Y en ese combate estamos incluidos todos los seres humanos, cada uno en
su respectivo bando, según estemos en amistad con Dios o en
amistad con el Demonio.
Ahora bien, por la verdad contenida en la Sagrada Escritura, ya sabemos
cuál será el bando ganador, aunque el Demonio, el
Engañador, inventor de la mentira, pretenda hacer creer que
será él quien vencerá.
Ya Cristo ha vencido al Demonio: lo venció en la Cruz y con su
Resurrección. Cristo ya ganó de antemano esa victoria
para nosotros, pero debemos alistarnos en el bando ganador, siendo de
Dios, obedeciendo su Voluntad, aprovechando todas las gracias que nos
otorga para nuestra salvación eterna, que es nuestra victoria.
Cristo, además, quiso someterse El mismo a esta batalla
espiritual. Cristo “no permanece indiferente ante nuestras debilidades,
por haber sido sometido a las mismas pruebas que nosotros, pero que, a
El, no lo llevaron al pecado” (Hb. 4, 15).
La Cuaresma, que comenzamos con el Miércoles de Ceniza, nos
invita a apertrecharnos para esa lucha espiritual.
¿Cuáles son nuestras armas? ¿Cuáles son
nuestros pertrechos? Entre otros, los medios que nos ofrece la Iglesia
en este tiempo cuaresmal: la oración, la penitencia, los ayunos,
las limosnas, medios todos que nos ayudan a la conversión o
cambio interior que requerimos para ir ganando este combate.

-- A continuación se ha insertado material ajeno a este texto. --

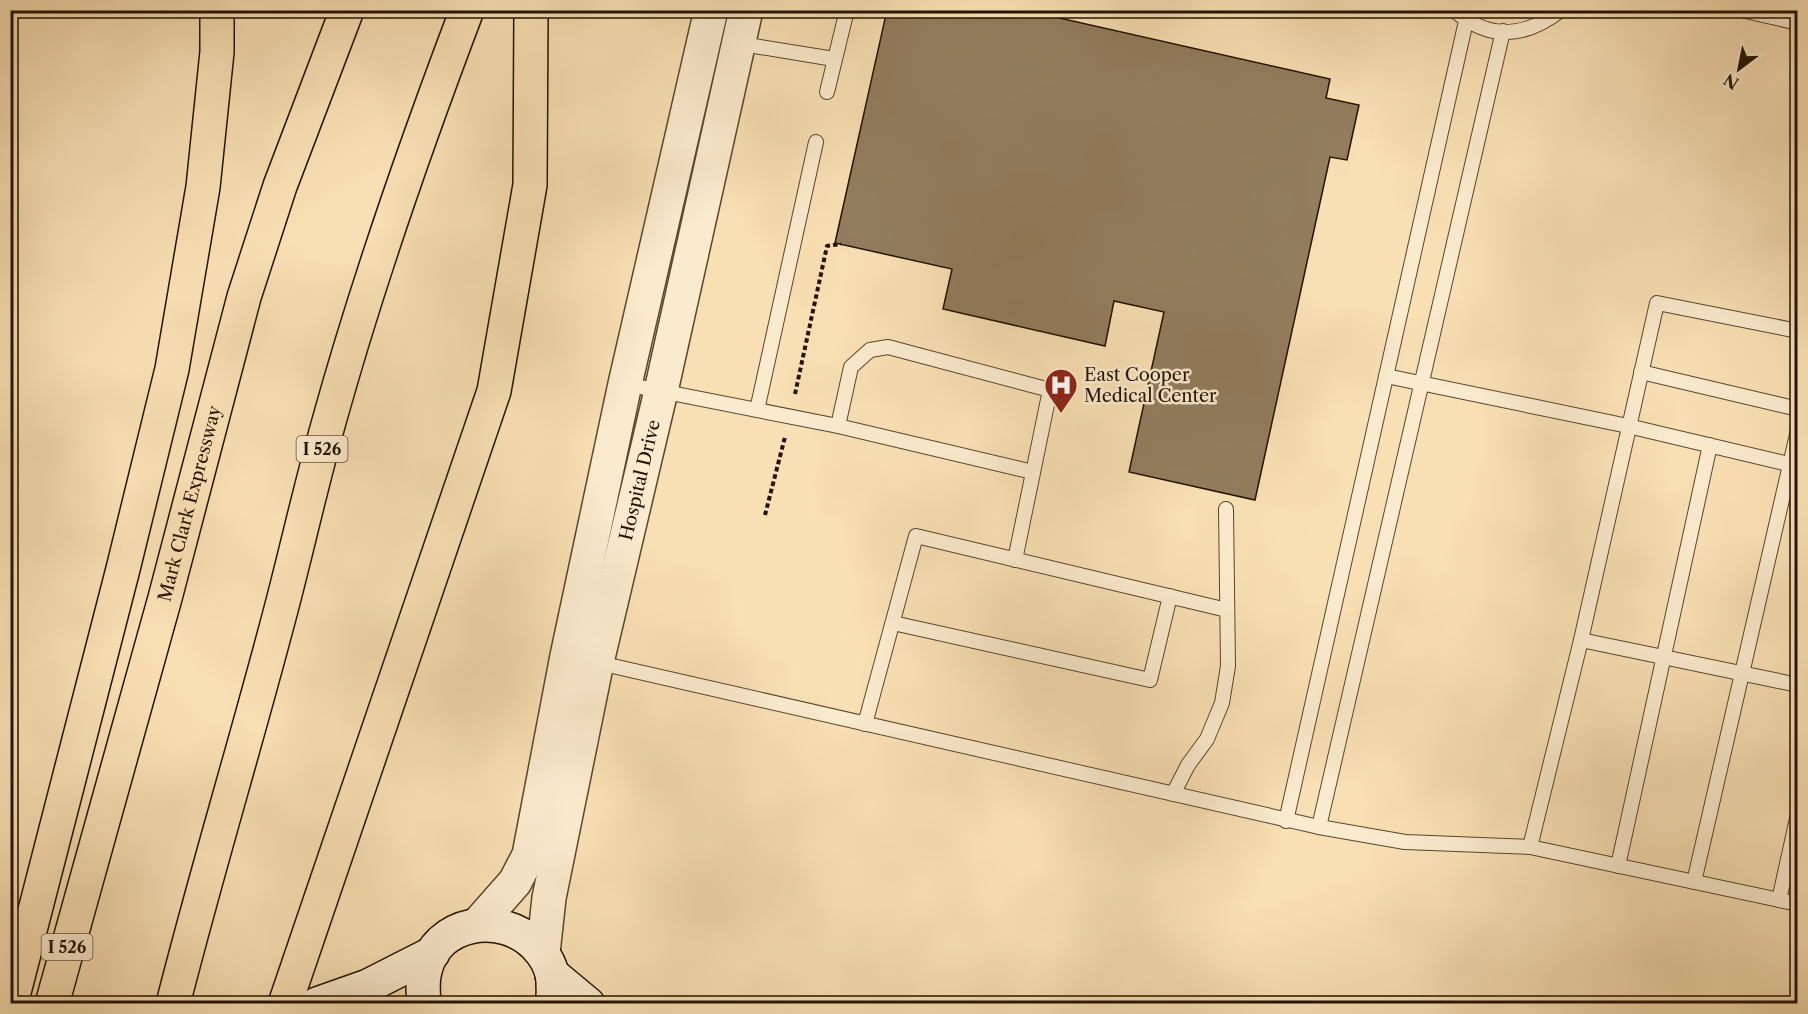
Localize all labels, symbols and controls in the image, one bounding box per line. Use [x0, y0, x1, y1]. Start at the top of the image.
north arrow [1709, 39, 1769, 99]
text: N [1720, 70, 1742, 94]
place label: East Cooper Medical Center [1084, 364, 1217, 407]
hospital icon: East Cooper Medical Center [1043, 367, 1079, 414]
street label: Mark Clark Expressway [154, 402, 226, 604]
street label: Hospital Drive [615, 418, 665, 543]
road number: I 526 [296, 436, 348, 462]
road number: I 526 [42, 934, 92, 960]

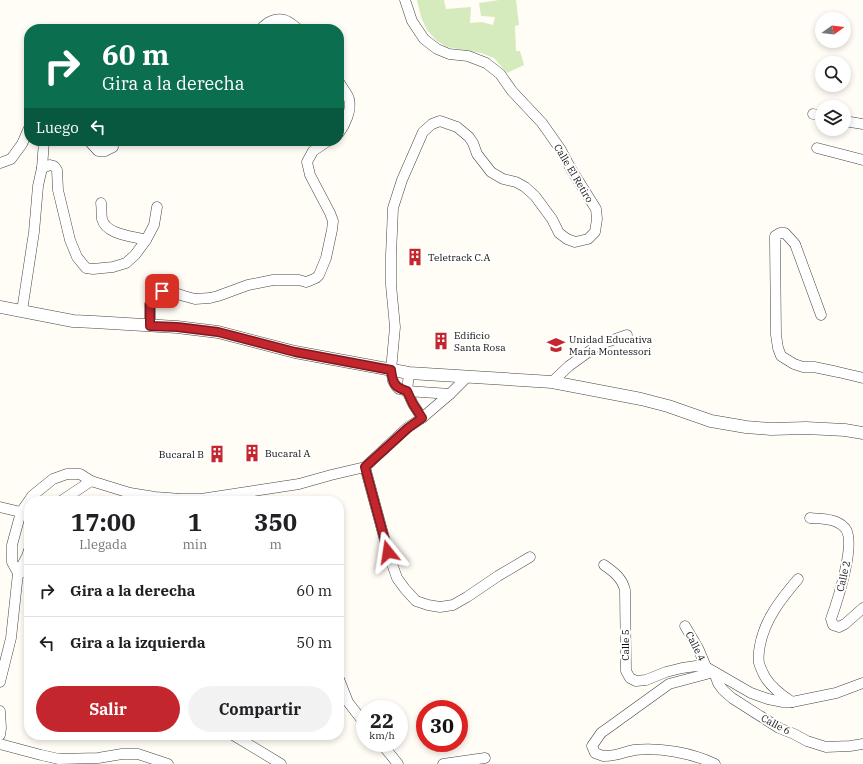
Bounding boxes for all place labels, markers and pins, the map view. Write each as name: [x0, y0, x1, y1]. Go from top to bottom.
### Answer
building icon: Teletrack C.A: [405, 247, 425, 267]
place label: Teletrack C.A: [428, 251, 490, 264]
pin: [145, 274, 179, 308]
place label: Edificio Santa Rosa: [454, 329, 506, 354]
building icon: Edificio Santa Rosa: [431, 331, 451, 351]
place label: Unidad Educativa María Montessori: [569, 333, 653, 358]
school or university icon: Unidad Educativa María Montessori: [546, 335, 566, 355]
building icon: Bucaral A: [242, 443, 262, 463]
building icon: Bucaral B: [207, 444, 227, 464]
place label: Bucaral A: [265, 447, 311, 460]
place label: Bucaral B: [159, 448, 204, 461]

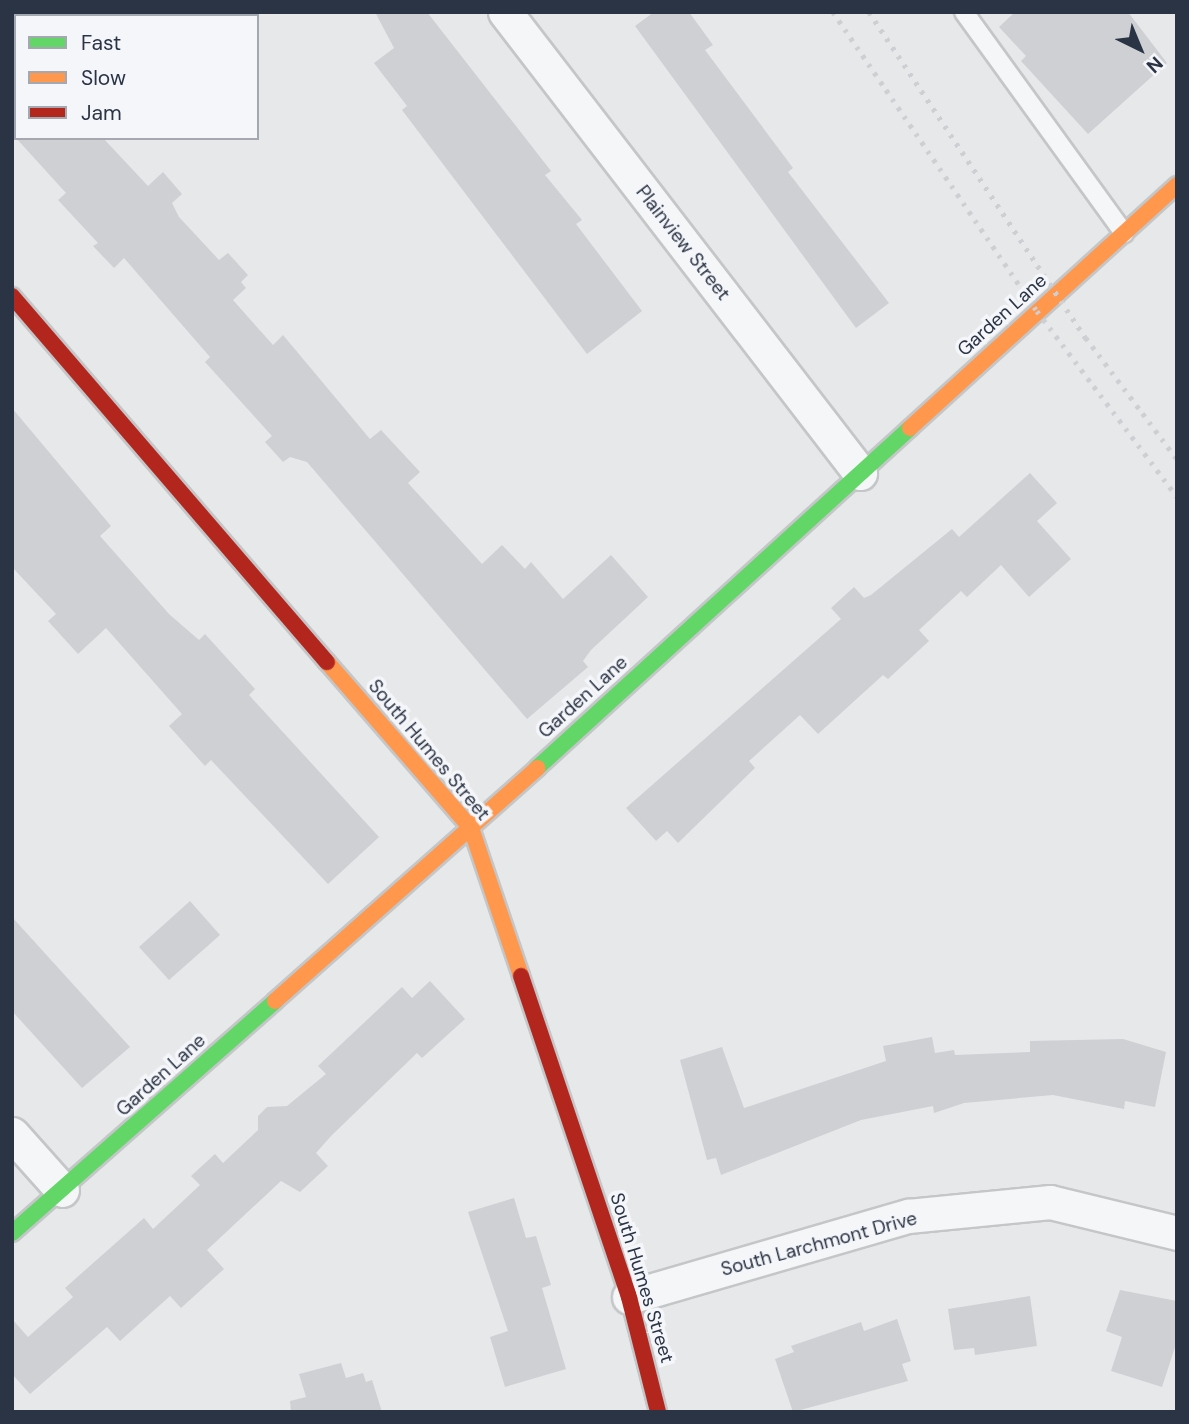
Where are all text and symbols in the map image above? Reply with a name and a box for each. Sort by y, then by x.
legend [14,14,259,140]
north arrow [1105,14,1175,84]
text: Fast [81,29,121,57]
text: N [1141,51,1168,79]
text: Slow [81,64,126,92]
text: Jam [81,99,122,127]
street label: Plainview Street [631,181,735,305]
street label: Garden Lane [953,269,1051,361]
street label: Garden Lane [534,651,632,743]
street label: South Humes Street [364,675,494,825]
street label: Garden Lane [112,1029,210,1121]
street label: South Humes Street [605,1190,679,1366]
street label: South Larchmont Drive [718,1207,920,1281]

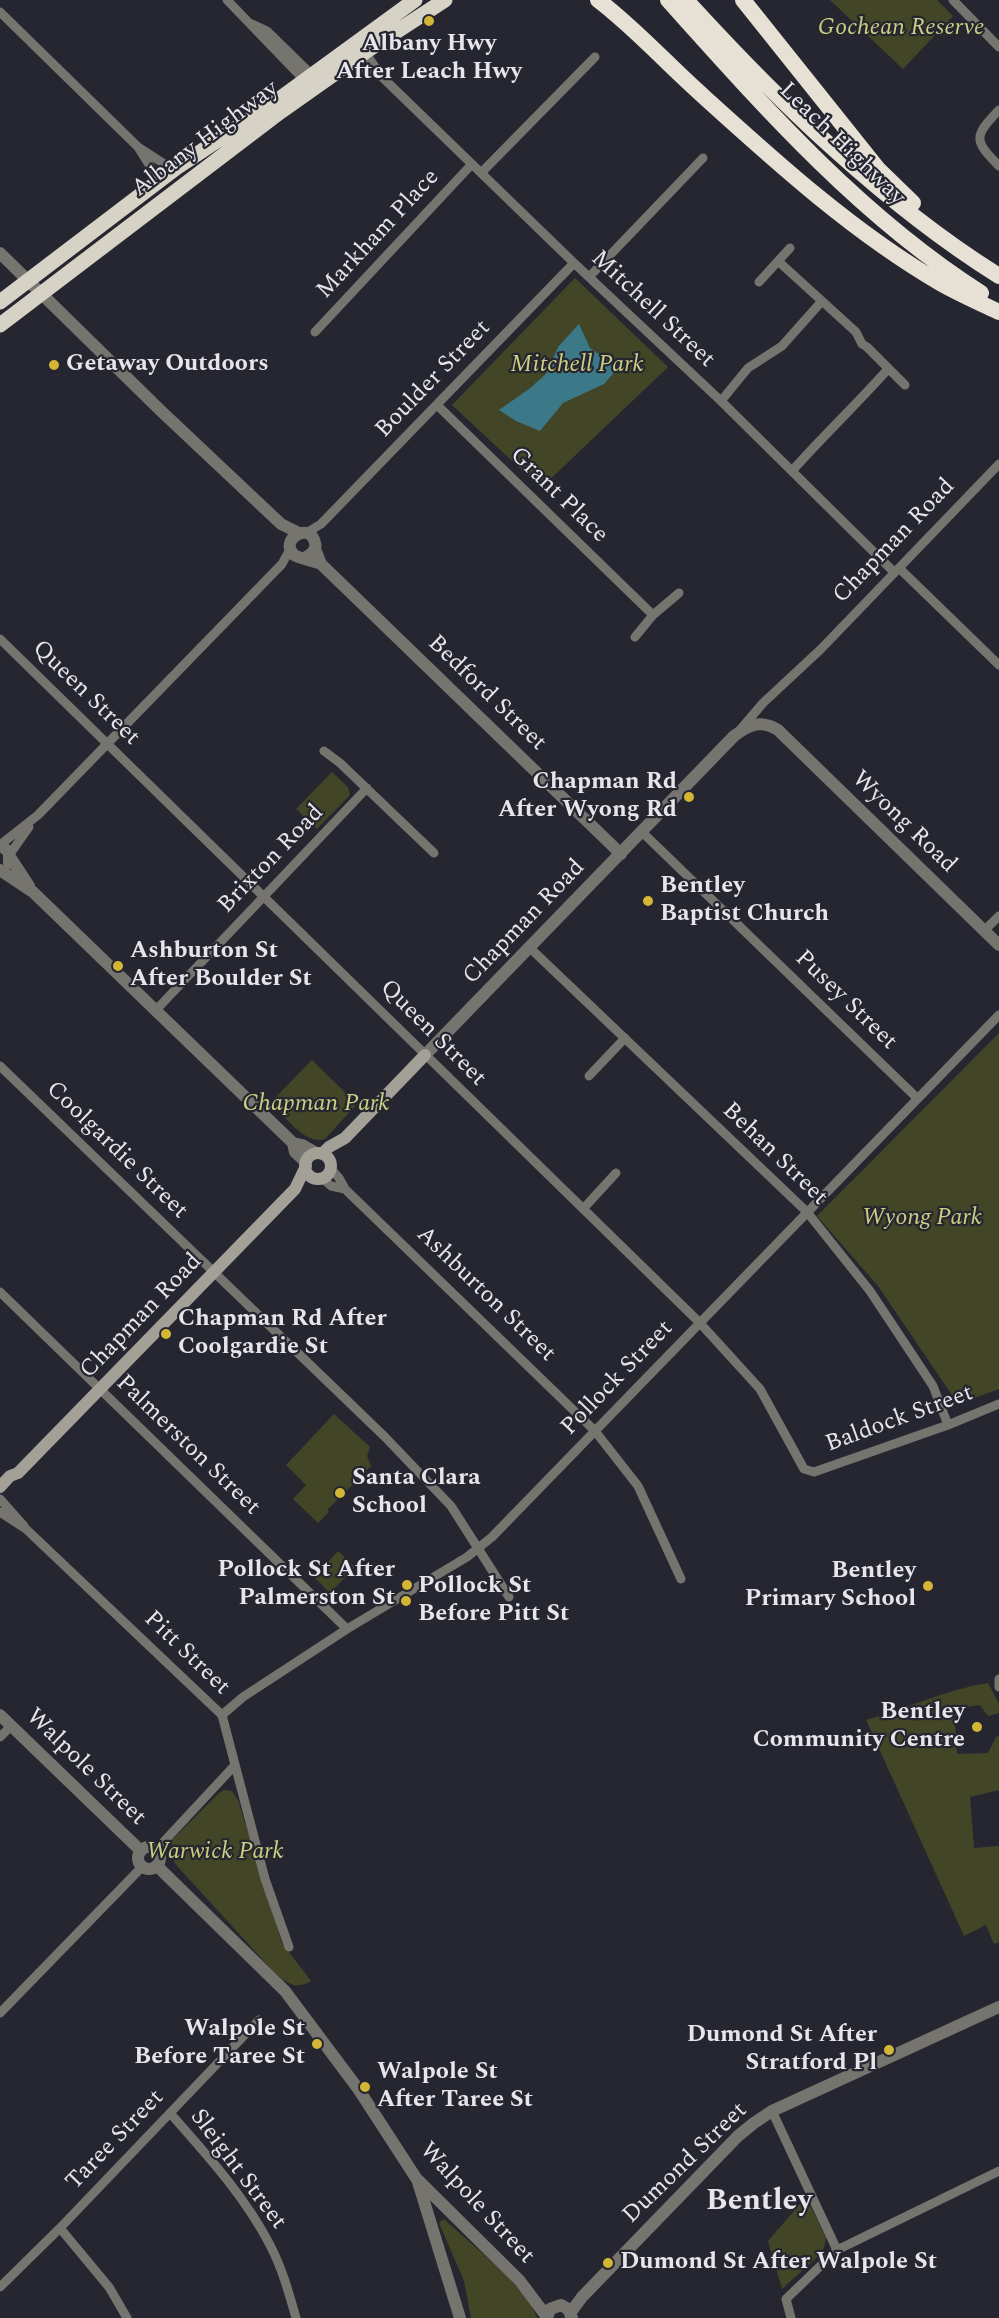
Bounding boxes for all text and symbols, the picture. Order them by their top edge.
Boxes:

Los ejercicios del ayuno como respuesta a la sensualidad, de la limosna
para atajar la avaricia, y de la oración contra la
autosuficiencia, quieren ayudarnos a desprendernos de lo que impide la
acción de Dios en nosotros.
La Liturgia de Cuaresma se nos abre precisamente con la batalla
espiritual que Cristo libró contra el Demonio después de
haber pasado cuarenta días de ayuno y oración en el
desierto, en preparación para su vida pública de
predicación al pueblo de Israel, entregándose a la
Voluntad del Padre, en una misión que en poco tiempo lo
llevaría a la muerte.
Y ¿qué es el desierto? Según la Sagrada Escritura,
el desierto es el sitio privilegiado para encontrarse con Dios, para
dejarse transformar por El.
Tal fue el caso del pueblo de Israel que vivió cuarenta
años en el desierto. Y el desierto no sólo fue la
travesía para llegar a la tierra prometida, sino también
fue el sitio donde Yahvé fue moldeando al pueblo escogido para
hacerlo depender sólo de El.
Otro ejemplo es el Profeta Elías (1 Rey. 19, 1-18), quien
pasó también cuarenta días en el desierto, a donde
huyó obligado para salvar su vida. Después de muchas
vicisitudes, se encuentra con Dios en el Monte Horeb, en el mismo sitio
que Moisés, y allí Dios lo prepara para la misión
que le encomendara.
Otro habitante del desierto fue San Juan Bautista. Allí
vivió prácticamente toda su vida y allí lo
preparó Dios para ser el Precursor de su Hijo y preparar el
camino del Salvador de Israel.
Sin embargo, el desierto, que para nosotros puede significar lugar de
retiro, de silencio, de oración, no sólo es lugar de
encuentro con Dios, sino también de lucha con el Demonio.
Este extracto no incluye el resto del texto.